Keegan played the guitar and wailed Bob Dylan while the winos drank their wine. No matter how hard he tried to involve the audience they weren’t buying what he was selling.

“Play some death metal,” one wino said with the paper bag wrapped around the two buck chuck he brought into the small open aired amphitheatre. The breeze blew lightly as the men started their shark like gathering near the bar waiting for the women like chum.

With a sigh, Keegan reminded the wino, that like the thirteen other times that it was requested that his repertoire did not include Slipknot, Freebird or any other of the inane requests that he was getting. It wasn’t his usual place to play on a Friday night. He just needed to let the guitar strings play a melody or two with someone that would listen. Normally, his apartment, a rough one bedroom studio that he rented after his rented house burned to the ground due to a rat chewing through the electrical lines, would have been the place to release his demons.

But today, his demons needed to be fed.  They needed to be given praise, hatred, just some kind of emotion that would keep him going.  Playing didn’t pay the bills anymore, ever since the selective cover charge that in the end seemed to be less and less even though more and more people showed up.  He knew that the alarm would fire early and he would be off once again driving the bus with the snot nosed brats that always “knew him from somewhere” but could never pull it together since they always left the bar with their inhibitions gone, drunk beyond recognition of the guitar player on stage with their panties in their dates pocket.

He looked into the crowd for the one person who got him, there was always one that he converted to the church of music every show, and if he couldn’t find them, he felt like he had to put the guitar up for good.

Tonight might be the night.

Then she walked into the door, being dragged by four sorority sisters, the one that was brought along to make the others look smaller. It wasn’t as if she wasn’t pretty, she had beautiful blue eyes and her smile made the room light up.

Keegan took the moment to switch from Clapton to Stevie Ray Vaughn soulfully pulling each string as the young women ordered sangria. He tried with each chord to touch their hearts but of the five women eighty percent of them were filled with hopes and dreams of completing the MRS degree.

As sangria turned into two, the men started their approach, one by one until she was left.

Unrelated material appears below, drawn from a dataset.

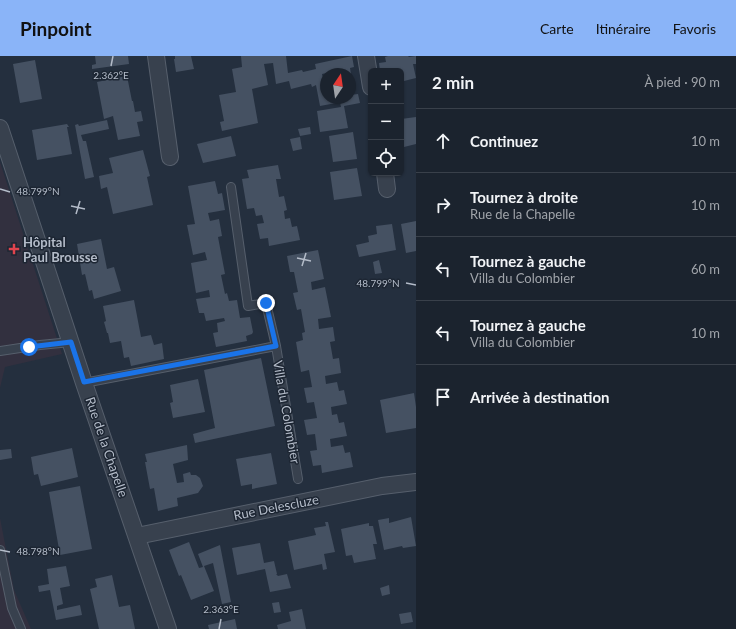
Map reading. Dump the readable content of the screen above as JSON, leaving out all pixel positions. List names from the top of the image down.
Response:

“I can’t believe it… Her blouse blends in with the couch. She’s domestically camoed,” said one of the sisters to the other as they walked out of the amphitheatre new acquisitions in hand ready to dance the night away. It didn’t matter as Keegan held her with his voice.

The so called friends, who had decided to leave her with “the musician”, as if he had a contagious disease, didn’t know but five years later would find out that he would write many songs, to the one , who others looked past, while he saw into her heart. He called her his love, companion, muse, and lover.

She preferred if he’d just call her by her name.